- **Work to complete**: Go through the entries below. Copy out every line that contains "Where".

- **Information given**:

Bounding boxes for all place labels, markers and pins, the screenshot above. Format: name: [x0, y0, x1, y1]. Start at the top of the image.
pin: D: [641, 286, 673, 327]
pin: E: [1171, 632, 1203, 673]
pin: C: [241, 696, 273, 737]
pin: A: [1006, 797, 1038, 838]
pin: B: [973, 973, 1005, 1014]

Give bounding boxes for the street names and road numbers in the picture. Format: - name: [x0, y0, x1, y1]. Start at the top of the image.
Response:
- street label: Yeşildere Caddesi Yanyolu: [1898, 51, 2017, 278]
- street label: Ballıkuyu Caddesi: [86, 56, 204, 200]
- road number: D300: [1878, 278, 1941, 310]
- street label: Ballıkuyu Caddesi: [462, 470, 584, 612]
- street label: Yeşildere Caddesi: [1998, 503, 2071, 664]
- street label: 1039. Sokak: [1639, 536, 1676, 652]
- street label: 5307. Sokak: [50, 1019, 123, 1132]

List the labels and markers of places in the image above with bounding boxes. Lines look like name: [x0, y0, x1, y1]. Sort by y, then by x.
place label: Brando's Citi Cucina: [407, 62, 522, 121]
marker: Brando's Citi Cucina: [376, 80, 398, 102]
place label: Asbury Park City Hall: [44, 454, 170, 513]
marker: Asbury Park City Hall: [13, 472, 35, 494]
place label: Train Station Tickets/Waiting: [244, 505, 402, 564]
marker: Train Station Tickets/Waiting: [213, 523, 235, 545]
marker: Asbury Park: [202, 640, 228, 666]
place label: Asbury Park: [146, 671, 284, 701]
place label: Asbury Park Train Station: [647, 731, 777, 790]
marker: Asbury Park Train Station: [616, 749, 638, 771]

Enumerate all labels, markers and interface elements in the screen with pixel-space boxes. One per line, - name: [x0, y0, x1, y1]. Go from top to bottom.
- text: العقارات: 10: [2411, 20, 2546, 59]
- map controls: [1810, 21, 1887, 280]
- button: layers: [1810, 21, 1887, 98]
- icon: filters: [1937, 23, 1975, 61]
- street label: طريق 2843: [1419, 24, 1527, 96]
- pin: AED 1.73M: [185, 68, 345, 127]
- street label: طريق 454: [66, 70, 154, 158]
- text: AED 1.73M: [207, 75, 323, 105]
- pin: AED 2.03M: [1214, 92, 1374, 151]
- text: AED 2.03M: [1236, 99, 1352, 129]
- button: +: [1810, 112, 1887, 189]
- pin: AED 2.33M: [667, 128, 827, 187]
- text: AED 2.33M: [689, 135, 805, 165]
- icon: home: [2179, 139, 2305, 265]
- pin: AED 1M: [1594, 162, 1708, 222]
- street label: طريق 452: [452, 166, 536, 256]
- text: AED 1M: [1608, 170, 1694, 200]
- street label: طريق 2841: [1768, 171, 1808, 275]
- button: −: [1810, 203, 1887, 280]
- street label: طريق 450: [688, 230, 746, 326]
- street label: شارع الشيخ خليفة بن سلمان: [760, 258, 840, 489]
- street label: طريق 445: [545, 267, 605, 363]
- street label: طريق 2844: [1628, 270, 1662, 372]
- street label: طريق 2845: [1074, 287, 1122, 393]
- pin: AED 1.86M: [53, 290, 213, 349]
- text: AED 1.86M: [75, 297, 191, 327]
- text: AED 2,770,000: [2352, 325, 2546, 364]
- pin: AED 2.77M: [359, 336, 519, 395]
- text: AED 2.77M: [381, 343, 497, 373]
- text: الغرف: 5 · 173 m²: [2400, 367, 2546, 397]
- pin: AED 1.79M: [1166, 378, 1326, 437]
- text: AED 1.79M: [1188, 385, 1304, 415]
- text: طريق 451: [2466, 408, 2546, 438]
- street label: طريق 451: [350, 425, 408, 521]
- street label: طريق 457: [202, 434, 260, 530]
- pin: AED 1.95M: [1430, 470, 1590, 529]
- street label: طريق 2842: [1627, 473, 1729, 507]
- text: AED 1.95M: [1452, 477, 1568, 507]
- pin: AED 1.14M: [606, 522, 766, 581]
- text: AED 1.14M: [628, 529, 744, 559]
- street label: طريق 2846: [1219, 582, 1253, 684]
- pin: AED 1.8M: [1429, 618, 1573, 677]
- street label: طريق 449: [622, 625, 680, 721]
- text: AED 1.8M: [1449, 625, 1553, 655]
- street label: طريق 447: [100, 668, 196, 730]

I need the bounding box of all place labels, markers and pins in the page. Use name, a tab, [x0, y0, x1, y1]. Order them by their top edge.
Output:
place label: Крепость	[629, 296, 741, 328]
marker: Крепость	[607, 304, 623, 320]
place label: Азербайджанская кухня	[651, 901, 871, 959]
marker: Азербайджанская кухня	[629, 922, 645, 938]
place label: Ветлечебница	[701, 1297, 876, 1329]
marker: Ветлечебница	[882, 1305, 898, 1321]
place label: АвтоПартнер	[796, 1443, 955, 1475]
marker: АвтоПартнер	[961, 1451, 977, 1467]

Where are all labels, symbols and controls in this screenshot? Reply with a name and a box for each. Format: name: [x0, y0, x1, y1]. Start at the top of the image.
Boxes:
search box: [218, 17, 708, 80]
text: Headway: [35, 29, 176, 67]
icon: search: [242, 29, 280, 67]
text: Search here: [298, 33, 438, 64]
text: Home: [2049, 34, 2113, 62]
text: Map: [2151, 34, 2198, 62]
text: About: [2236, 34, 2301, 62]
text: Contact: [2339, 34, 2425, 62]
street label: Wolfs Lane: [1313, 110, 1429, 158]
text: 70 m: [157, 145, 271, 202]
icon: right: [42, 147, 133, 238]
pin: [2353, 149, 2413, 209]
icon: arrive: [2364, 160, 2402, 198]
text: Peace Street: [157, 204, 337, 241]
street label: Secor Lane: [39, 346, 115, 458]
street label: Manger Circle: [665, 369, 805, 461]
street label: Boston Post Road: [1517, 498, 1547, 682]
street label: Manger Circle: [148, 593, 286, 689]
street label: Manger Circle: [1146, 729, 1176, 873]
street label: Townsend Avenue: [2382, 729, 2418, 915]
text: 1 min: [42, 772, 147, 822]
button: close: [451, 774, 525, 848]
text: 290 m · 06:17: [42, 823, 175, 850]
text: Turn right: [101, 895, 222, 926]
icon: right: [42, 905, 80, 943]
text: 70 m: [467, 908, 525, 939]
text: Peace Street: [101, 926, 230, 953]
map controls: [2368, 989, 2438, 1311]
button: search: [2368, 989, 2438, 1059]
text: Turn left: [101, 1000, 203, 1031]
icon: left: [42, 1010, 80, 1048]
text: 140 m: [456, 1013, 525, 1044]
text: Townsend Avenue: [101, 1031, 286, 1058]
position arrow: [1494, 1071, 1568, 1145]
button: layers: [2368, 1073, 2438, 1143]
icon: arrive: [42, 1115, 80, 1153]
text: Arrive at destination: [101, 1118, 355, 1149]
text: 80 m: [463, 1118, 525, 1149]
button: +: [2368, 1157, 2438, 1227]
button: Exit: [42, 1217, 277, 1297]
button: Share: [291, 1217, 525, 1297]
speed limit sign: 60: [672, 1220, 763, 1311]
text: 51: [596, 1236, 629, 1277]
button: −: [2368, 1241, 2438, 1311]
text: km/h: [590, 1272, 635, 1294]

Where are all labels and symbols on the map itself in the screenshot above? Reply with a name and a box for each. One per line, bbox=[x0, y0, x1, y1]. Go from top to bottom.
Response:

- **Written solution**:
Where are all labels, symbols and controls in this screenshot? Reply with a name and a box for each. Format: name: [x0, y0, x1, y1]. Start at the top of the image.
Where are all labels and symbols on the map itself in the screenshot above? Reply with a name and a box for each. One per line, bbox=[x0, y0, x1, y1]. Go from top to bottom.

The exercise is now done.